Anna returns to her hotel room so dazed she does not know why she is there. Despite her intense longing, and having prepared her emotions for the meeting, she has been unable to foresee how violently the encounter would affect her. Now the nurse brings in the newly dressed baby girl, whose round pink face wreathes in smiles when she sees her mother. Yet Anna feels her love for little Ani is nowhere as intense as that reserved for her son, the first child on whom she lavished all the affection she could not give its father.

Gazing at her son's photograph, she sees a picture of Vronsky on the same page of the album, suddenly remembering he is the cause of her present misery. Along with a surge of love for Vronsky, she reproaches him in her mind for not being here to share her unhappiness. Perhaps he does not love her, she thinks, and finds all sorts of evidence to prove it: their separate hotel suites, the guest Vronsky brings with him rather than seeing her alone.

When Vronsky and Anna meet for dinner that evening, he finds her in an unusual, reckless mood. She has invited guests to dine with them, flirts with the men, and, suddenly, decides to attend a benefit performance at the opera that night where all Petersburg will be there to see her. Your presence will acknowledge your position as a fallen woman, Vronsky wants to say to Anna. Begging her not to go, he tries not to look at her beauty, now heightened by the gown she will wear to the theater. Anna cries out that for her nothing matters but her love for Vronsky, that she does not regret what she has done.

Arriving when the performance is in full swing, Vronsky goes to Anna's box at intermission. He learns that she has been insulted by the countess in the next box, and her name is on everyone's lips as people throng the halls. Only at home does Anna succumb to the emotions her humiliation has aroused. She blames him for her shame, and Vronsky can comfort her only by repeated assurances of his love. Her dazzling beauty irritates him, and in his heart he reproaches her action. The next day, fully reconciled, they leave for the country.


Anna's heart-rending visit to her son affects her the same way as his brother's death affected Levin: Both cling more intensely to their love and life after experiencing a loss. Strengthened in her love according to the amount of suffering she paid for it, Anna defends her rights to happiness against the very society opposed to it. She declares the truth of her status by appearing in public. Quoting Steiner, "the ironic intensity" of the scene derives from its setting: "society condemns Anna precisely in that place where society is most frivolous, ostentatious, and steeped in illusion."
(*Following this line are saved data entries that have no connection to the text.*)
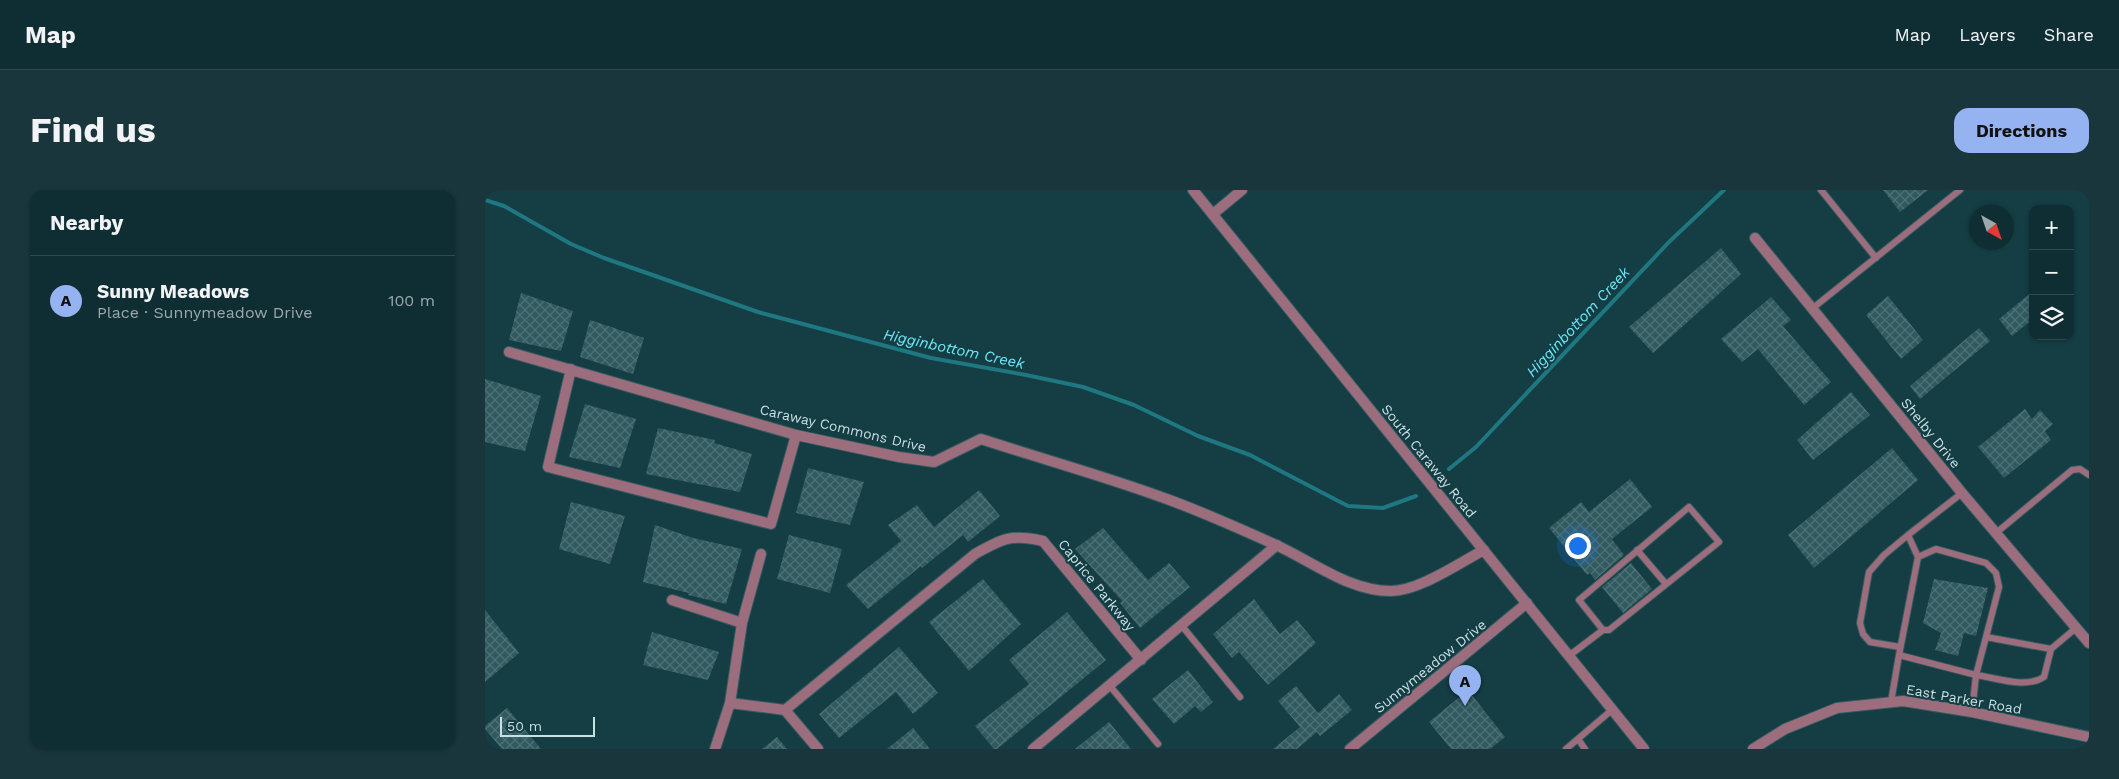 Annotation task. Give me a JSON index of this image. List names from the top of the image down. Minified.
{"streets":{"street":["Caraway Commons Drive","Shelby Drive","South Caraway Road","Caprice Parkway","Sunnymeadow Drive","East Parker Road"]},"crossings":[["South Caraway Road","Sunnymeadow Drive"]],"water":["Higginbottom Creek"],"scale_bar":"50 m","north":"bottom right","page":{"header":"Map","nav":["Map","Layers","Share"],"buttons":"Directions","title":"Find us","heading":"Nearby","map_buttons":["+","−"],"list":[{"mark":"A","name":"Sunny Meadows","note":"Place · Sunnymeadow Drive","value":"100 m"}],"pins":"A","scale":"50 m"}} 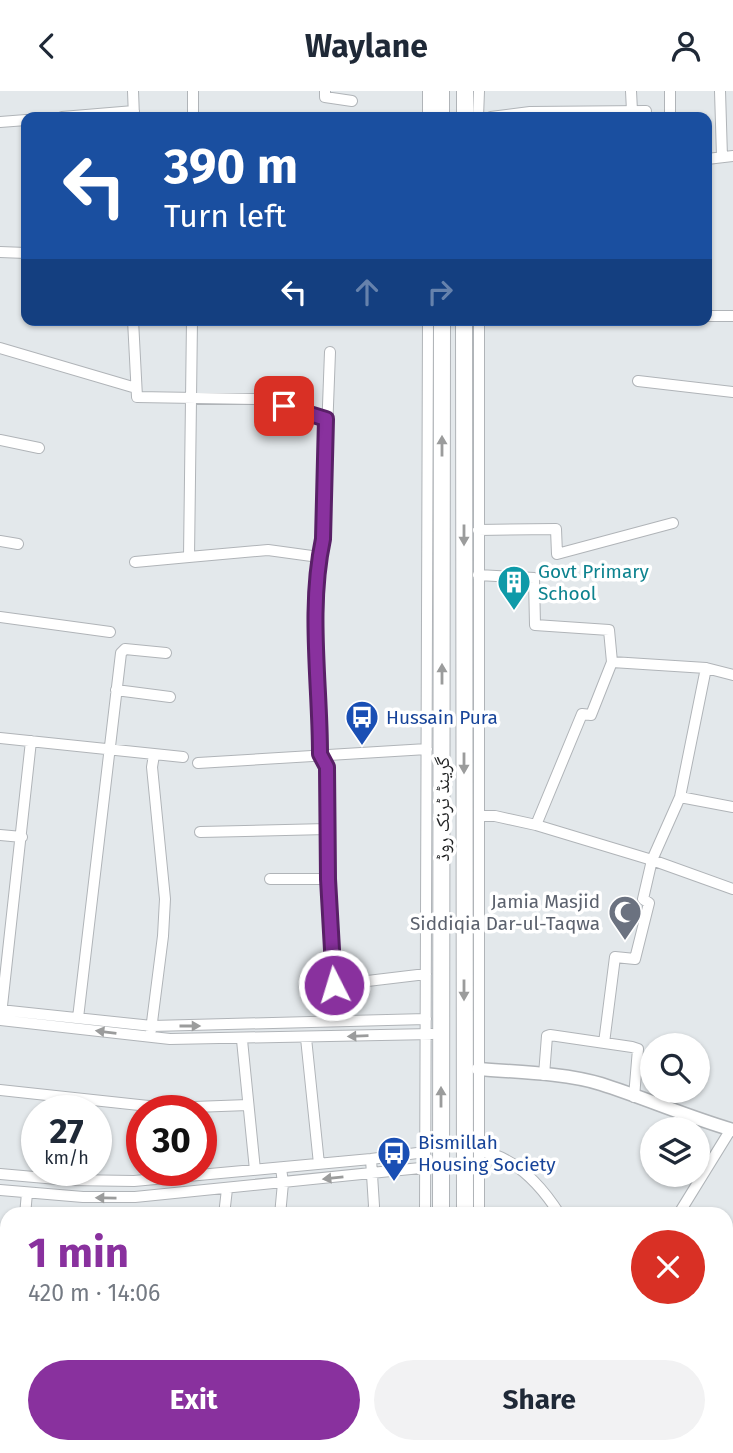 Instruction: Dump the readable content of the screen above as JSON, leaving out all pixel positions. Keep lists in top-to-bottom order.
{
  "streets": {
    "highway": ["گرینڈ ٹرنک روڈ"]
  },
  "places": {
    "building": ["Govt Primary School"],
    "bus stop": ["Hussain Pura", "Bismillah Housing Society"],
    "mosque": ["Jamia Masjid Siddiqia Dar-ul-Taqwa"]
  },
  "page": {
    "header": "Waylane",
    "turn": ["390 m", "Turn left"],
    "speed": "27 km/h",
    "limit": "30",
    "heading": ["1 min", "420 m · 14:06"],
    "buttons": ["Exit", "Share"]
  }
} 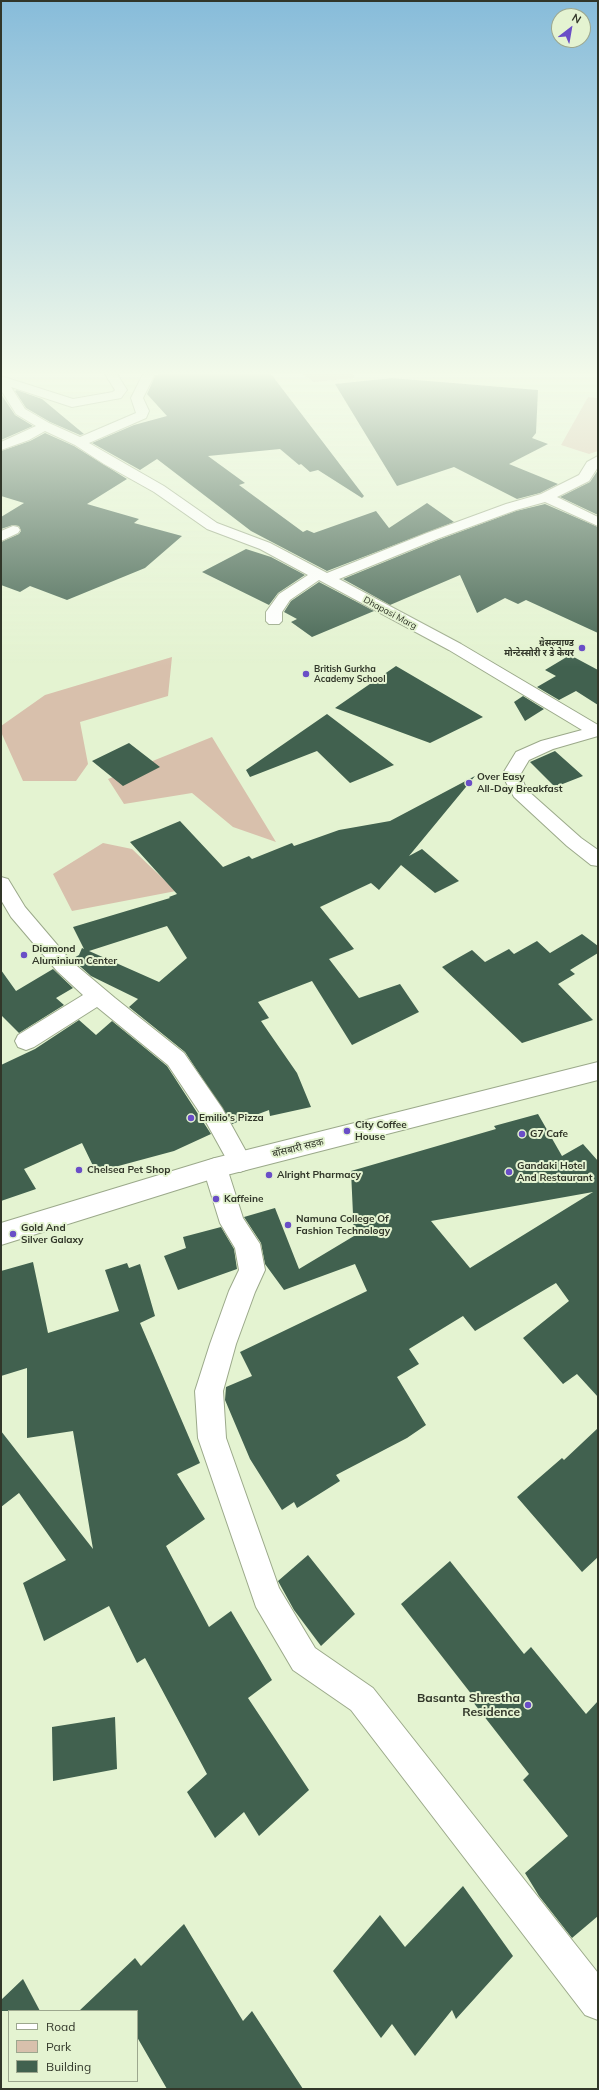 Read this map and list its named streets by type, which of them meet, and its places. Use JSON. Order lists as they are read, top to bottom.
{
  "streets": {
    "street": ["Dhapasi Marg", "बाँसबारी सडक"]
  },
  "places": [
    "ग्रेसल्याण्ड मोन्टेस्सोरी र डे केयर",
    "British Gurkha Academy School",
    "Over Easy All-Day Breakfast",
    "Diamond Aluminium Center",
    "Emilio's Pizza",
    "City Coffee House",
    "G7 Cafe",
    "Chelsea Pet Shop",
    "Gandaki Hotel And Restaurant",
    "Alright Pharmacy",
    "Kaffeine",
    "Namuna College Of Fashion Technology",
    "Gold And Silver Galaxy",
    "Basanta Shrestha Residence"
  ],
  "legend": ["Road", "Park", "Building"],
  "north": "top right"
}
She blames Vronsky for her humiliation because he lacks the depth of soul to understand her torment at giving up Seriozha. Anna feels her challenge would have been a triumph had Vronsky been proud of her public declaration. Instead, like Karenin before him, Vronsky, perplexed at her wilful neglect of propriety, thinks only to hide his disgrace from the members of his social set. The moment of disagreement reveals Vronsky's limitations. At her public and proud affirmation of her love for him, he loses respect for her. He is even regretful of being attracted by her beauty, as if her physical charms were to blame for this embarrassment.

Thus Tolstoy shows the fateful differences between Vronsky and Anna. For Vronsky, love is not an absolute quality, but one which must be reinforced through its environment. Unfavorable circumstances wear love's intensity while Anna's love, under the same conditions, becomes mere intense and desperate. This is another example of Tolstoy's concept of "historical necessity" which molds the human condition. Once Anna and Vronsky are isolated from Petersburg society, however, their lives run smoothly and the failing balance of their relationship is restored.